Il a dit : « Vous ne savez pas, le terrain là-bas ne se prête pas aux sépultures, c'est différent du nord. Ce n'est pas étrange ici. Regardez ces montagnes, plus loin, il y a de nombreuses tombes anciennes. Elles sont restées pratiquement intactes pendant la Révolution culturelle, mais maintenant les gens recommencent à les exhumer. »

En entendant cela, j'ai réalisé que cet homme semblait s'y connaître. Bien que nous vendions aussi des antiquités, le pillage de tombes est un domaine différent, et nous n'y sommes pas des professionnels. Je lui ai donc demandé

: «

Vous semblez en savoir beaucoup sur le sujet

? Avez-vous fait des recherches

?

»

« Je n'appellerais pas ça de la recherche », dit-il avec un sourire, « j'en sais juste un peu. »

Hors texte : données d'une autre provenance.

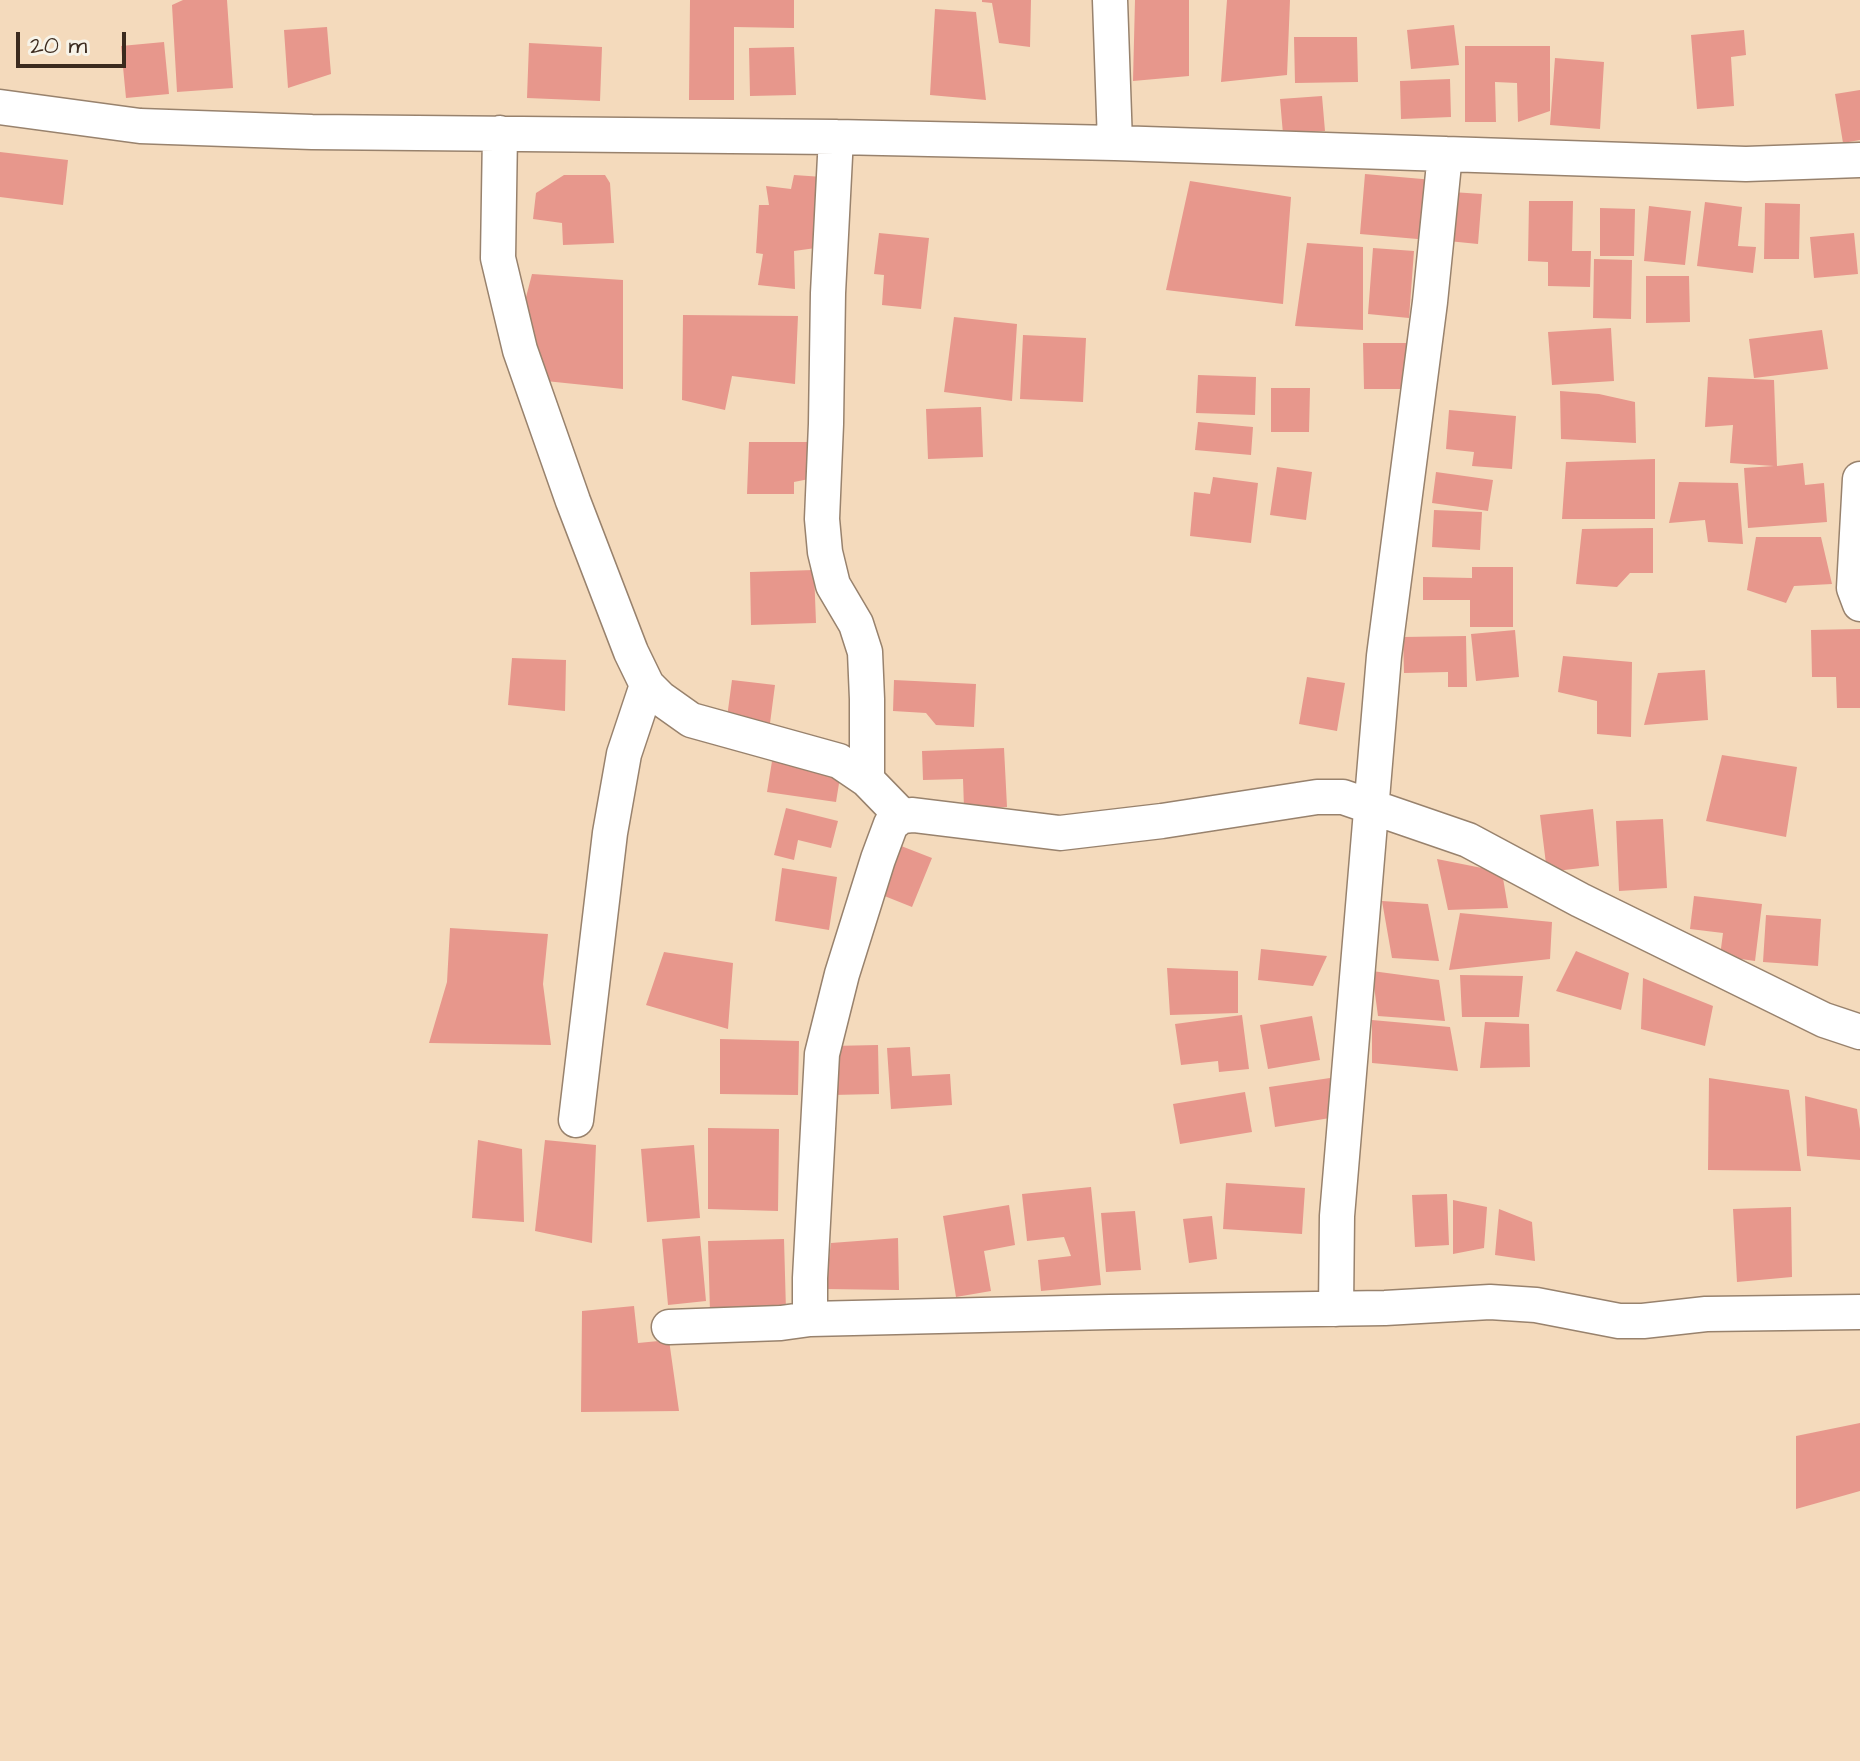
<!DOCTYPE html>
<html>
<head>
<meta charset="utf-8">
<style>
  body { margin:0 }
  #map { position:relative; width:1860px; height:1761px; overflow:hidden; background:#f4dabc; font-family:"Architects Daughter",sans-serif }
  canvas { display:block }
  .scale { position:absolute; left:16px; top:32px; width:110px; height:36px; box-sizing:border-box; border:4px solid #3b2a1e; border-top:0; padding-left:10px; font-size:24px; line-height:28px; white-space:nowrap; color:#3b2a1e; -webkit-text-stroke:6px #f7f3e8; paint-order:stroke }
</style>
</head>
<body>
<div id="map">
<canvas width="1860" height="1761"></canvas>
<div class="scale">20 m</div>
</div>
<script>
const context = document.querySelector('canvas').getContext('2d');
context.lineJoin = 'round';
function paint(path, color) {
  context.fillStyle = color;
  context.fill(path, 'evenodd');
}
function stroke(path, color, width, dash) {
  context.strokeStyle = color;
  context.lineWidth = width;
  context.lineCap = dash ? 'butt' : 'round';
  context.setLineDash(dash || []);
  context.stroke(path);
}
const building = new Path2D(`
  M183 0H227L233 88 177 92 172 5Z
  M690 0H794V28L734 27V100H689Z
  M982 0H1031L1030 47 999 43 992 3 982 2Z
  M1135 0H1189V76L1133 81Z
  M1227 0H1290L1287 75 1221 82Z
  M935 9 976 12 986 100 930 95Z
  M1454 25 1459 65 1411 69 1407 30Z
  M327 27 331 74 288 88 284 30Z
  M1744 30 1746 55 1731 57 1734 106 1697 109 1691 35Z
  M1294 37H1357L1358 82 1295 83Z
  M164 42 169 94 126 98 121 46Z
  M529 43 602 47 600 101 527 98Z
  M1465 46H1550V111L1518 122 1517 83 1495 82 1496 122H1465Z
  M794 47 796 95 750 96 749 48Z
  M1555 58 1604 62 1600 129 1550 125Z
  M1450 79 1451 117 1401 119 1400 81Z
  M1860 90V140L1843 143 1835 94Z
  M1322 96 1325 131 1283 134 1280 99Z
  M0 152 68 160 63 205 0 197Z
  M1365 174 1434 180 1429 240 1360 234Z
  M564 175H605L610 183 614 243 563 245 562 223 533 219 536 193Z
  M794 175 823 177V247L794 251 795 289 758 285 763 254 756 253 759 205H769L766 186 791 189Z
  M1190 181 1291 197 1283 304 1166 290Z
  M1452 192 1482 194 1478 244 1448 241Z
  M1529 201H1573L1572 251H1591L1590 287 1548 286V262L1528 261Z
  M1705 202 1742 207 1738 246 1756 247 1753 273 1697 266Z
  M1765 203 1800 204 1799 259H1764Z
  M1649 206 1691 211 1685 265 1644 261Z
  M1600 208 1635 209 1634 256H1600Z
  M879 233 929 238 921 309 882 305 884 275 874 274Z
  M1854 233 1858 274 1814 278 1810 237Z
  M1307 243 1363 247V330L1295 326Z
  M1373 248 1414 251 1409 318 1368 314Z
  M1594 259 1632 260 1631 319 1593 318Z
  M532 274 623 280V389L536 380 519 324Z
  M1646 276H1689L1690 322 1646 323Z
  M683 315 798 316 795 384 732 376 725 410 682 400Z
  M954 317 1017 324 1012 401 944 392Z
  M1611 328 1614 381 1552 385 1548 332Z
  M1822 330 1828 369 1754 378 1749 339Z
  M1023 335 1086 338 1083 402 1020 399Z
  M1363 343H1419V389H1364Z
  M1198 375 1256 377 1255 415 1196 413Z
  M1708 377 1774 380 1777 466 1803 463 1805 485 1824 483 1827 522 1748 528 1744 468 1774 466 1730 463 1733 425 1705 427Z
  M1271 388H1310L1309 432H1271Z
  M1560 391 1599 394 1635 402 1636 443 1561 439Z
  M981 407 983 457 928 459 926 409Z
  M1449 410 1516 416 1512 469 1472 466 1474 452 1446 449Z
  M1198 422 1253 427 1251 455 1195 450Z
  M749 442H812L814 478 794 482V494H747Z
  M1655 459V519H1562L1566 462Z
  M1277 467 1312 472 1306 520 1270 515Z
  M1436 472 1493 480 1488 511 1432 503Z
  M1213 477 1258 483 1251 543 1190 536 1194 492 1210 494Z
  M1679 482 1738 483 1743 544 1708 542 1705 520 1669 523Z
  M1434 510 1482 512 1480 550 1432 547Z
  M1653 528V573H1630L1617 587 1576 584 1582 529Z
  M1756 537H1821L1832 584 1794 586 1786 603 1747 590Z
  M1472 567H1513V627H1470V600H1423V577L1472 578Z
  M814 570 816 623 751 625 750 572Z
  M1860 629V708H1837L1836 677H1812L1811 630Z
  M1515 630 1519 677 1476 681 1471 634Z
  M1466 636 1467 687H1448V672L1404 673 1403 637Z
  M1563 656 1632 662 1631 737 1597 734V701L1558 692Z
  M512 658 566 660 565 711 508 705Z
  M1705 670 1708 720 1644 725 1658 673Z
  M1307 677 1345 683 1337 731 1299 724Z
  M732 680 775 685 769 731 726 725Z
  M894 680 976 684 974 727 936 725 926 713 893 711Z
  M1004 748 1007 807 964 808 963 779 923 780 922 751Z
  M773 755 842 765 836 802 767 792Z
  M1722 755 1797 767 1786 837 1706 821Z
  M786 808 838 821 831 848 798 840 794 860 774 855Z
  M1593 809 1599 866 1547 872 1540 815Z
  M1663 819 1667 888 1619 891 1616 821Z
  M896 844 932 858 912 907 877 893Z
  M1437 859 1502 872 1508 908 1448 910Z
  M782 868 837 877 829 930 775 921Z
  M1694 896 1762 904 1755 961 1720 956 1723 933 1690 929Z
  M1382 901 1428 904 1439 961 1392 958Z
  M1460 913 1552 922 1550 959 1449 970Z
  M1766 915 1821 919 1818 966 1763 962Z
  M450 928 548 934 543 984 551 1045 429 1043 447 982Z
  M1261 949 1327 956 1313 986 1258 980Z
  M1576 951 1629 973 1621 1010 1556 991Z
  M664 952 733 963 728 1029 646 1005Z
  M1167 968 1238 971V1013L1170 1015Z
  M1372 971 1439 980 1445 1021 1378 1016Z
  M1460 975 1523 976 1519 1017H1462Z
  M1643 978 1713 1006 1705 1046 1641 1029Z
  M1242 1015 1249 1069 1219 1072 1218 1061 1181 1065 1175 1024Z
  M1312 1016 1320 1060 1268 1069 1260 1025Z
  M1372 1020 1450 1027 1458 1071 1372 1063Z
  M1485 1022 1529 1024 1530 1067 1480 1068Z
  M720 1039 799 1041 798 1095 720 1094Z
  M878 1045 879 1094 832 1095 831 1046Z
  M910 1047 912 1076 950 1074 952 1105 891 1109 887 1048Z
  M1330 1078 1336 1117 1275 1127 1269 1087Z
  M1709 1078 1789 1090 1801 1171 1708 1170Z
  M1245 1092 1252 1132 1180 1144 1173 1104Z
  M1805 1096 1857 1109 1860 1129V1160L1807 1156Z
  M708 1128 779 1129 778 1211 708 1209Z
  M478 1140 522 1149 524 1222 472 1218Z
  M545 1140 596 1145 592 1243 535 1231Z
  M694 1145 700 1218 647 1222 641 1149Z
  M1226 1183 1305 1188 1302 1234 1223 1229Z
  M1091 1187 1101 1285 1041 1291 1038 1260 1071 1256 1064 1237 1027 1241 1022 1194Z
  M1447 1194 1449 1245 1415 1247 1412 1195Z
  M1453 1200 1487 1207 1484 1248 1453 1254Z
  M1009 1205 1015 1245 984 1251 991 1291 956 1297 943 1216Z
  M1791 1207 1792 1277 1737 1282 1733 1209Z
  M1499 1209 1532 1222 1535 1261 1495 1255Z
  M1135 1211 1141 1270 1106 1272 1101 1213Z
  M1212 1216 1217 1259 1189 1263 1183 1219Z
  M700 1236 706 1301 668 1305 662 1239Z
  M898 1238 899 1290 825 1289 831 1243Z
  M784 1239 786 1311 710 1312 708 1241Z
  M634 1306 638 1343 669 1340 679 1411 581 1412 582 1311Z
  M1860 1423V1491L1796 1509V1436Z`);
const minor = new Path2D(`
  M1110 0 1115 143
  M0 107 140 126 312 132 836 137 1115 143 1746 164 1860 160
  M500 133 498 258 520 350 573 501 631 652 647 685 660 698 691 720 839 761 867 780 902 816
  M836 137 828 293 826 424 822 519 825 552 833 585 856 624 865 652 867 699V780
  M1860 479 1854 588 1860 604
  M576 1120 610 833 624 754 647 685
  M1336 1309 1337 1216 1384 656 1430 302 1445 154
  M810 1319 1110 1312 1385 1308 1490 1302 1536 1305 1619 1321H1643L1706 1314 1860 1312
  M669 1327 781 1323 810 1319V1278L822 1054 842 974 878 859 891 824 902 816 913 815 1060 833 1162 821 1317 797H1343L1468 840 1580 900 1824 1020 1860 1032`);
paint(building, '#e7978c');
stroke(minor, '#98826d', 37);
stroke(minor, '#fff', 34);
</script>
</body>
</html>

J’ai fait un clin d’œil au jeune maître et je lui ai demandé si des reliques importantes avaient été mises au jour dans cette région.

À mon avis, l'endroit indiqué sur la carte n'est probablement pas un simple espace vide. Il doit y avoir d'anciennes constructions humaines ou une grotte. Puisque le roi Guangchuan y a peut-être fait construire un tombeau, ce lieu a sans doute déjà été découvert.

Huang Ya nous jeta un coup d'œil et dit : « Je n'en sais rien, mais j'ai entendu dire par les anciens de ma famille qu'il y a d'anciens tombeaux à la Montagne du Paon. En été, on entend souvent le bruit de dynamitages, probablement parce que le feng shui y est très favorable. Cependant, il est difficile d'y accéder. La légende raconte que le plus grand tombeau est submergé au fond d'un profond bassin où vit un dragon, et qu'il est absolument interdit de descendre. »

Le jeune maître demanda : « Cette légende est-elle vraie ? Où l'as-tu entendue, mon frère ? »

Voyant que nous le croyions, Huang Ya éclata de rire : « Oh là là ! Vous venez d'ailleurs, vous ne savez même pas où vous êtes ? Vraiment, ce genre de légendes de tombeaux anciens est partout, chaque endroit en a. Écoutez-les pour l'instant. »

Huang Ya, fatigué après avoir fini sa boisson, s'inclina et annonça qu'il allait se coucher. Lui et sa fille dormiraient dans une chambre, tandis que nous trois prendrions le salon. Après l'avoir vu entrer dans sa chambre, je discutai aussitôt avec le jeune maître et les autres. Nous décidâmes d'aller à la Montagne du Paon demain. L'endroit indiqué sur la carte devait se trouver dans les montagnes, et il s'agissait peut-être du tombeau antique mentionné par Huang Ya, le mausolée du roi de Guangchuan. Si nous parvenons dans cette zone, avec la carte en notre possession et mes connaissances rudimentaires en feng shui, nos chances de le trouver seront bien plus élevées.